A REMOTE CONFERENCE AND AN ONSITE EXHIBITION
FINISHING THE GERMAN-DANISH FRIENDSHIP YEAR 2020/21
“Today there is no affiliation that does not have to assert its self-evidence against other self-evidences. … Today everyone feels or at least suspects that they are only one possibility among others.”
(Isolde Charim, Me, and the Others. How the New Pluralization Changes us All, Vienna 2018.)
With:
Arnar Ómarsson, Asker Bryld Staunæs, Aysha Amin, Benjamin Krog Møller, Chrisdian Wittenburg, Ditte Lyngkær Pedersen, Finn Brüggemann, Heidi Salaverría, Julius Lewy, Kim Grønborg, Louise Vind Nielsen, Lina Ottosen, Michael Kress, Torsten Bruch, Salma SBOU, Sally Dalgaard,
Sophia Leitenmayer,
Andromeda 8220, Das Archipel, Gängeviertel, Spanien19c, UTE e.V., Visionary Prospects Group
NEW – Exhibition 21.02 – 28.03.2021
WATCH PARTY 06.03.2021, 14:00 h
Pre-Recording Conference 20.02.2021, 14:00 h
Art in its diverse cultural articulations and references is based on an idea of freedom established in Europe. This includes Aarhus and Hamburg. The basis of this freedom was formed by the Danes and Germans out of an exclusive worldview, the aesthetic, social, and economic history of which is based on colonial thefts.
As diverse and open as the self-images of these societies seem towards one another, as exclusive they are towards those historically affected by economic, cultural, and conceptual thefts.
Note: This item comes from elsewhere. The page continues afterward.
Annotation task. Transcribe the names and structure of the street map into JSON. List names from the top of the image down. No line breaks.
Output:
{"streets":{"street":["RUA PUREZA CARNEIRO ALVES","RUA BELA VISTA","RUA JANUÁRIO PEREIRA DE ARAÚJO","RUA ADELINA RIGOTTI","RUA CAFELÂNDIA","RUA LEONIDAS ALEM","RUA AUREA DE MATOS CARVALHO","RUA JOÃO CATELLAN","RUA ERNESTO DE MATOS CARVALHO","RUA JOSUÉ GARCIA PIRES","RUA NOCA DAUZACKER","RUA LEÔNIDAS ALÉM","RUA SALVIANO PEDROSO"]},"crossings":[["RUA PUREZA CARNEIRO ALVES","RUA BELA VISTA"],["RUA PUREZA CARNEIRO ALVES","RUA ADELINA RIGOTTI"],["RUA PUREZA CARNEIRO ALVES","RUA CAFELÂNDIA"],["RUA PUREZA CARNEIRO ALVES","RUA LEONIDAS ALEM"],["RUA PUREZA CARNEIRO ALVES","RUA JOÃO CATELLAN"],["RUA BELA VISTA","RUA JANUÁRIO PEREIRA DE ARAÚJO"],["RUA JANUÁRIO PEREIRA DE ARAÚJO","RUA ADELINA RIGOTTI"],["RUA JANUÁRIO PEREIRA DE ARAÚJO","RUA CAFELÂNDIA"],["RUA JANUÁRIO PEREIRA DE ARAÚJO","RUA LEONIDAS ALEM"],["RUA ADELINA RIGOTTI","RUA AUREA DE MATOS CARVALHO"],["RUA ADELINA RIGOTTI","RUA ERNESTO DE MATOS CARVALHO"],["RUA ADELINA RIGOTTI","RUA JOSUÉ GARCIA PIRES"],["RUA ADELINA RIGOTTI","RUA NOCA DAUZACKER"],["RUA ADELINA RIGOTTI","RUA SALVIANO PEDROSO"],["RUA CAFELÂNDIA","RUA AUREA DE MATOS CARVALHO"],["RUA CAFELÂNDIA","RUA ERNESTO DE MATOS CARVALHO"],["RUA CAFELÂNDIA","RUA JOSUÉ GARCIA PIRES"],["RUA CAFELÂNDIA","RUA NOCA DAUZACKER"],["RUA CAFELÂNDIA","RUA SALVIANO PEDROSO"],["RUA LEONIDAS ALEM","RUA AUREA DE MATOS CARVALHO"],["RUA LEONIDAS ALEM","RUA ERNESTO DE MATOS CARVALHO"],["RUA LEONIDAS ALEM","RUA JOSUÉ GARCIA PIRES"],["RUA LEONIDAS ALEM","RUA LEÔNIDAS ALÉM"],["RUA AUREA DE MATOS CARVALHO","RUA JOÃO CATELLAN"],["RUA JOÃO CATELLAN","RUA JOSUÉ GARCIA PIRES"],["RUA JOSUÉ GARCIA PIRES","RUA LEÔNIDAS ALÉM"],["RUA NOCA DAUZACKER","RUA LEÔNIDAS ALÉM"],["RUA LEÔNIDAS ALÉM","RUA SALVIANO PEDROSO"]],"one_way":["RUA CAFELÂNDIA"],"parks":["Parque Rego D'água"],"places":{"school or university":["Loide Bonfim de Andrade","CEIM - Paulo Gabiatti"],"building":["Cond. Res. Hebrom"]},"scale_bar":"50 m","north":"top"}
The role of art as free Western art is both to form cultural identities whose freedom is based on the lack of freedom of others, and to make this problem tangible. This paradoxical phenomenon results in a back-and-forth movement of symbolic demarcations between the local and regional on the one hand and the global as defining sovereignty of universal classifications on the other. The unquestioned “we” is conditioned by a biased “you” and forms fateful communities – we are against or with it. These Western definitions need self-critical reflection.
At the same time, it is important to preserve the art as a game of closeness and distance – in relation to oneself, to one’s own foreignness; in moving away from constructed attributions of otherness, but also in exploring surprising closeness between supposed strangers.
The so-called ideal of “we” is a construct of a solidary, tolerant, open, or critical confession to a supposedly per se existing consensus. But what / who actually means “we”? Who exactly is this purported “we” that is spoken of here?
This “we” has always meant a problematic conglomerate of diverse meanings, conflicts, and potentials. This personal pronoun presupposes a “with itself,” with something identical, which politically, sociologically, and philosophically installs itself as a chimera of cultural identity.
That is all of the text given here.